Why do I shop with credit cards? Two reasons: First, your legal rights are much stronger with credit cards. Second, and even more importantly, credit card fraud usually involves just one or two phone calls with the bank and then they mail you a new card. With debit card fraud, the bad guy has taken your money from your checking account. You need to wait for the bank to do an investigation (up to ten days or more) before you get it back, which could lead to you being unable to pay other bills. (Our tips for breach victims are here.)
An empty checking account is a much bigger hassle than me getting polite requests to "update my account information" from my various credit card "auto-pays" after my bank spots fraud and sends a new credit card.
Quite a bit has been happening in this space since some of the biggest retailers (Target, Home Depot, Michael's, to name a few) and the nation's biggest bank (JPM Chase) admitted to massive data breaches affecting their systems.

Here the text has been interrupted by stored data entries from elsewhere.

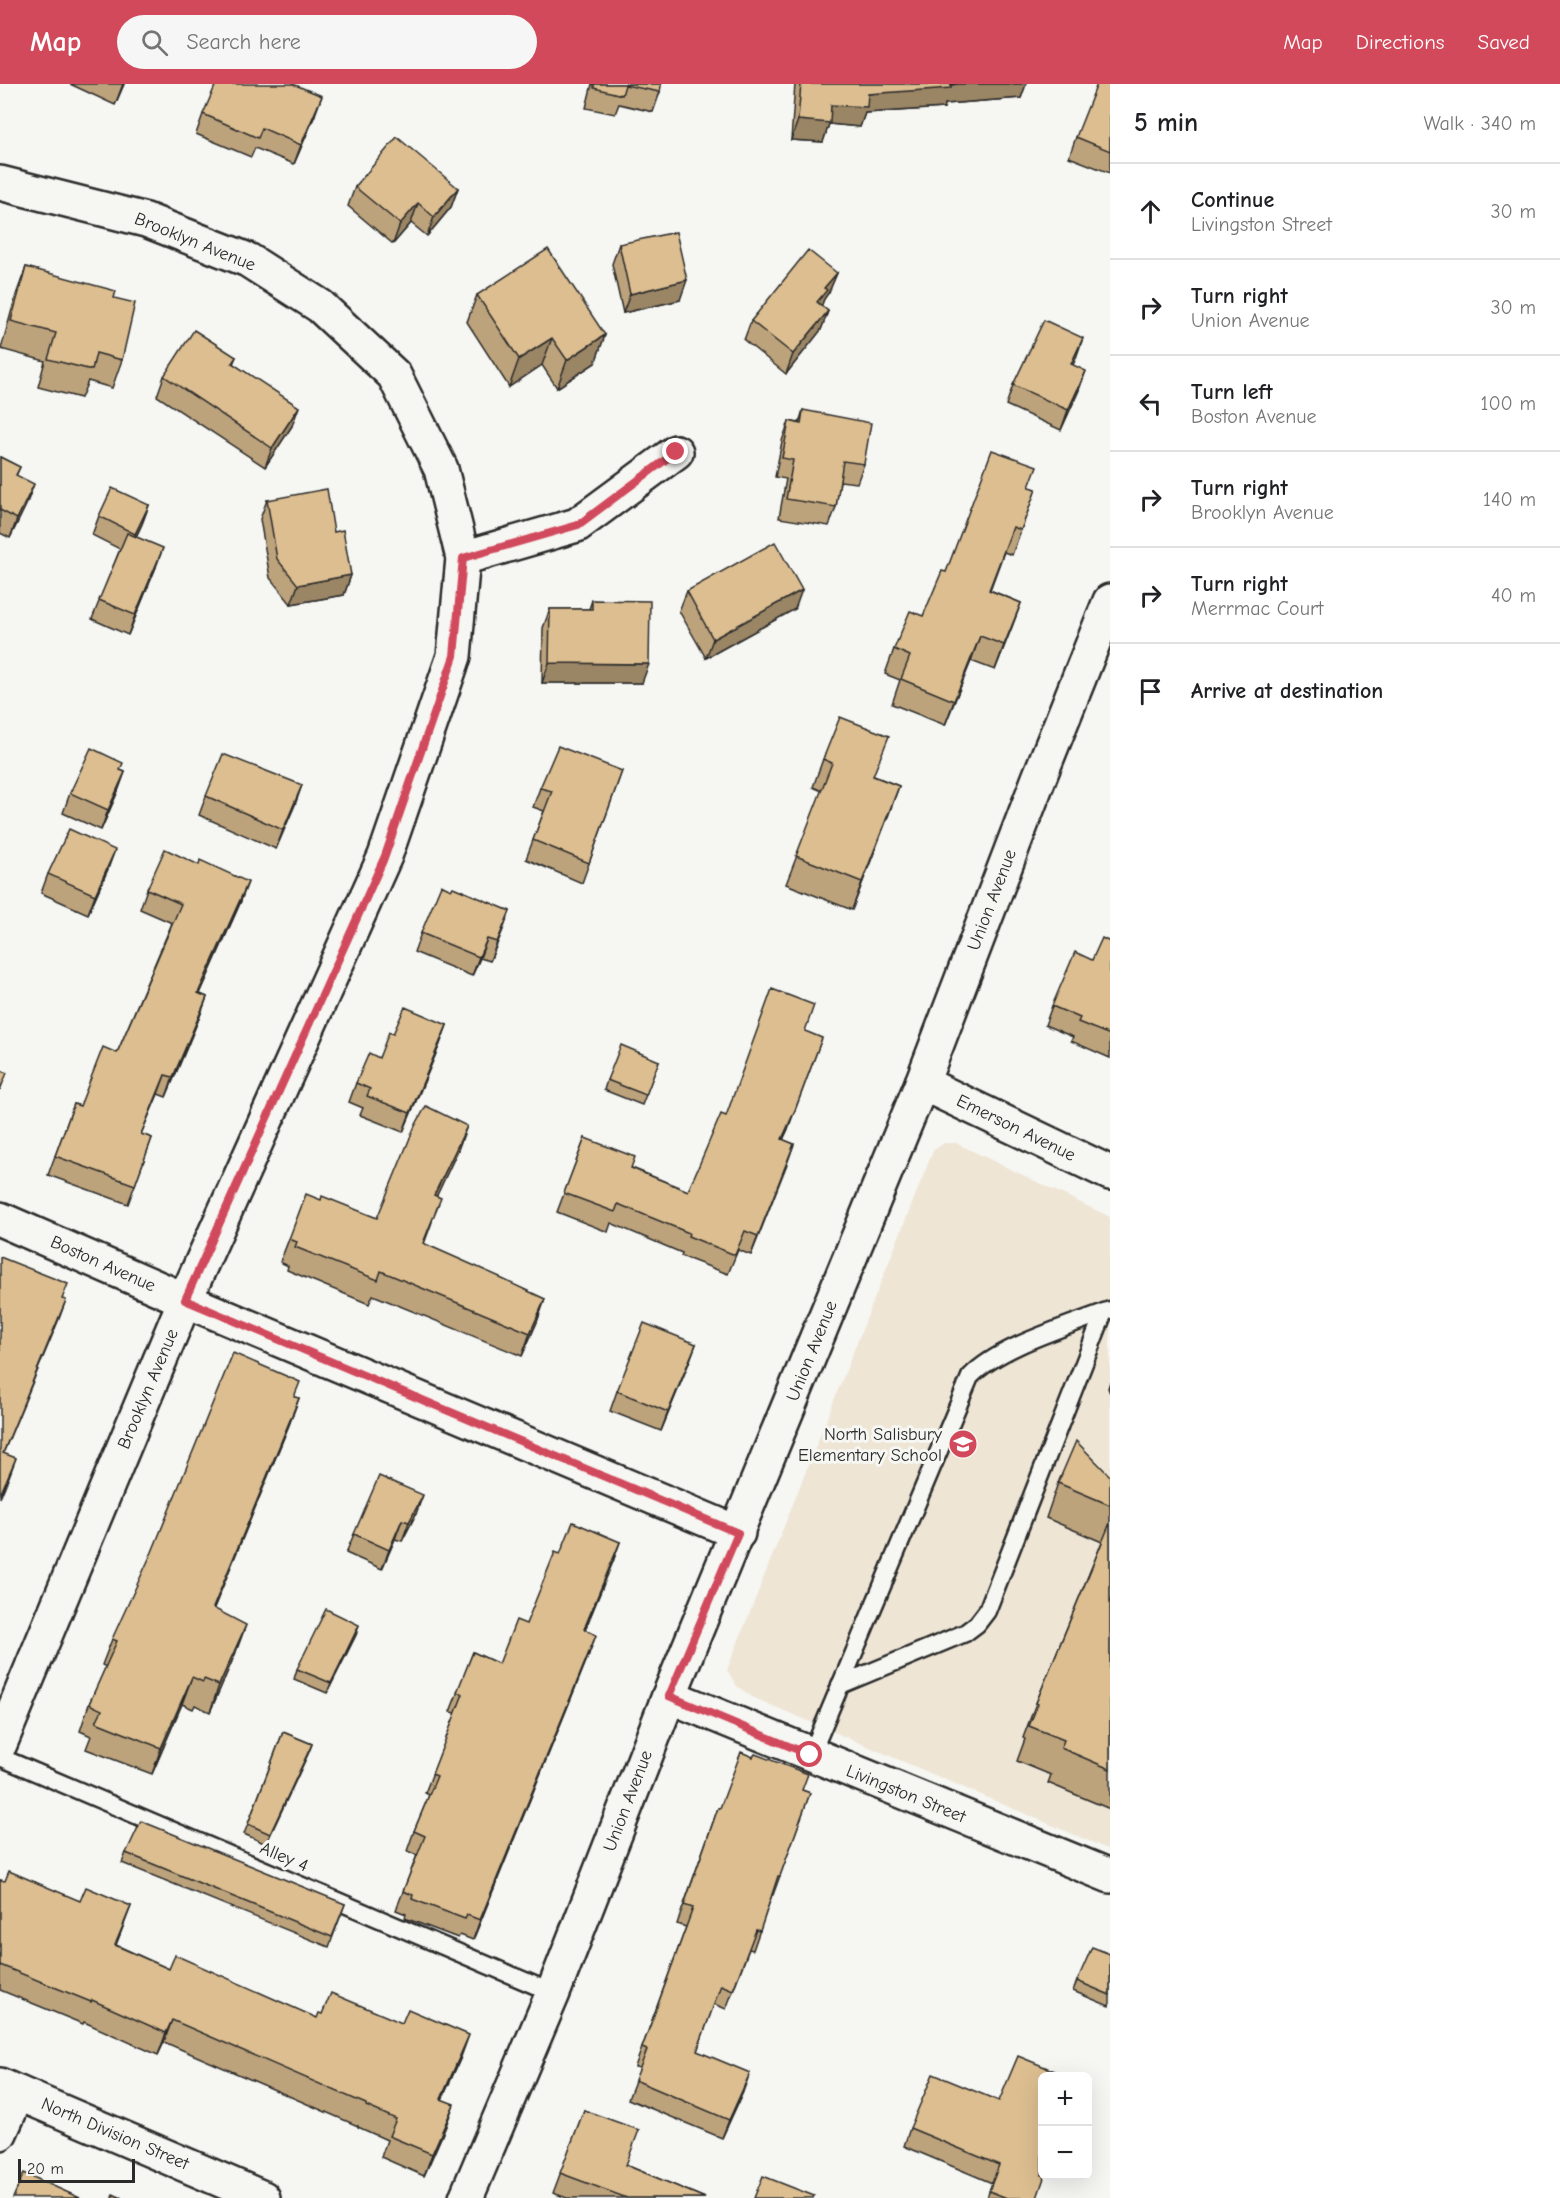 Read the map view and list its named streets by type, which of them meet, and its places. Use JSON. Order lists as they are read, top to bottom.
{
  "streets": {
    "street": [
      "Brooklyn Avenue",
      "Union Avenue",
      "Emerson Avenue",
      "Boston Avenue",
      "Livingston Street",
      "North Division Street"
    ],
    "lane": ["Alley 4"]
  },
  "crossings": [
    ["Brooklyn Avenue", "Boston Avenue"],
    ["Union Avenue", "Emerson Avenue"],
    ["Union Avenue", "Boston Avenue"],
    ["Union Avenue", "Livingston Street"],
    ["Union Avenue", "Alley 4"]
  ],
  "places": {
    "school or university": ["North Salisbury Elementary School"]
  },
  "scale_bar": "20 m",
  "page": {
    "header": "Map",
    "search": "Search here",
    "nav": ["Map", "Directions", "Saved"],
    "heading": ["5 min", "Walk · 340 m"],
    "list": [
      ["Continue", "Livingston Street", "30 m"],
      ["Turn right", "Union Avenue", "30 m"],
      ["Turn left", "Boston Avenue", "100 m"],
      ["Turn right", "Brooklyn Avenue", "140 m"],
      ["Turn right", "Merrmac Court", "40 m"],
      "Arrive at destination"
    ],
    "map_buttons": ["+", "−"],
    "scale": "20 m"
  }
}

At Congressional hearings earlier this year, I pointed out some of the problems that have exacerbated our current data breach/card fraud mess. I mostly blame the banks, for their insistence on using clunky, hackable, and risky 1970s-era magnetic stripe technology even after other countries have been using the safer "Chip-and-PIN" system for years. Even today, as the banks are finally rolling out chip cards, they would prefer to stop at the lesser level of "Chip-and-Signature," or as it is being re-framed by their flacks, "Chip-and-Choice."
(1) In my testimony, I noted that fifteen years ago, when the nation's biggest banks and card networks wanted to increase the number of transactions across their cash-cow, signature-based magnetic stripe payment systems, they took secure PIN-based ATM cards and morphed them into risky signature-based debit cards. When they ask "debit or credit?" the little machines are really asking "safe PIN or risky signature?". But the project was a success for the banks and card networks and a headache for merchants. Debit card transactions substituted for cash transactions, and total plastic transactions (debit, credit and prepaid cards) now dominate over cash in the retail space while consumers have been both confused by the "debit or credit" questions and encouraged by rewards to select "credit" (or "risky signature"). Meanwhile, retailers that have seen "swipe fees" for accepting plastic cards rise dramatically as a cost of doing business have fought back with lawsuits, the "Durbin amendment," and their own alternative payment platform.
(2) Second, I urged Congress not to enact a federal data breach notice law if the effect would be to both override stronger state data breach notice laws and prevent states from further data security innovations, even if the new federal law only addresses the partial issue of data breach notices. States have been our first responders on other data security improvements, including passing 49 security freeze laws following a U.S. PIRG/Consumers Union campaign. New account identity theft occurs because bad guys apply for credit in your name, which requires access to your credit report. If your report is frozen, that's a big clue to the store that requests it and the credit will be denied.
By the way, over-priced, deceptively marketed credit monitoring -- while extremely profitable to banks and credit bureaus -- doesn't stop either new account identity theft or existing account fraud. Don't buy it.
Chip-and-PIN will go a long way toward stopping in-person fraud. Smart chips in cards mean that your card cannot be cloned; PINs show you are the legitimate user. With a chipped card, merchants will not get your actual credit card number, just a one-time-use number useless to the thieves on the dark side of the Internet. However, much more will need to be done to stop "card not present" online fraud; work is proceeding in that space.
I've been encouraged by two recent announcements. First, there was the September roll-out of Apple Pay as an alternative to plastic cards. It appears to be a secure and convenient system that will stimulate additional, healthy technological competition for better payment systems. The banks, however, such as JPM Chase, that are aligned heavily with Apple Pay, may eventually find that Apple's real goal is to take over, not share. In response, the merchants are pushing their own (mostly potential) alternative payment mechanism, Merchant Customer Exchange (or MCX).
Second, the President's October Executive Order on customer transactions and data security was important because the President ordered that all new government cards and payment systems be Chip-and-PIN based. You can be sure that that the banks lobbied for the weaker Chip-and-Signature. Significant government procurement of cards and devices will help drive innovation. Watch for a follow-on White House summit on the issue soon.
However, as I noted recently in this blog:
But it is important to understand that this fight is like the old Mad Magazine "spy-vs-spy" Cold War cartoons, with increasing escalation each time a new cyber-weapon or cyber-protection is brought to bear. When we build a 10-foot wall, the bad guys go and get an 11-foot ladder.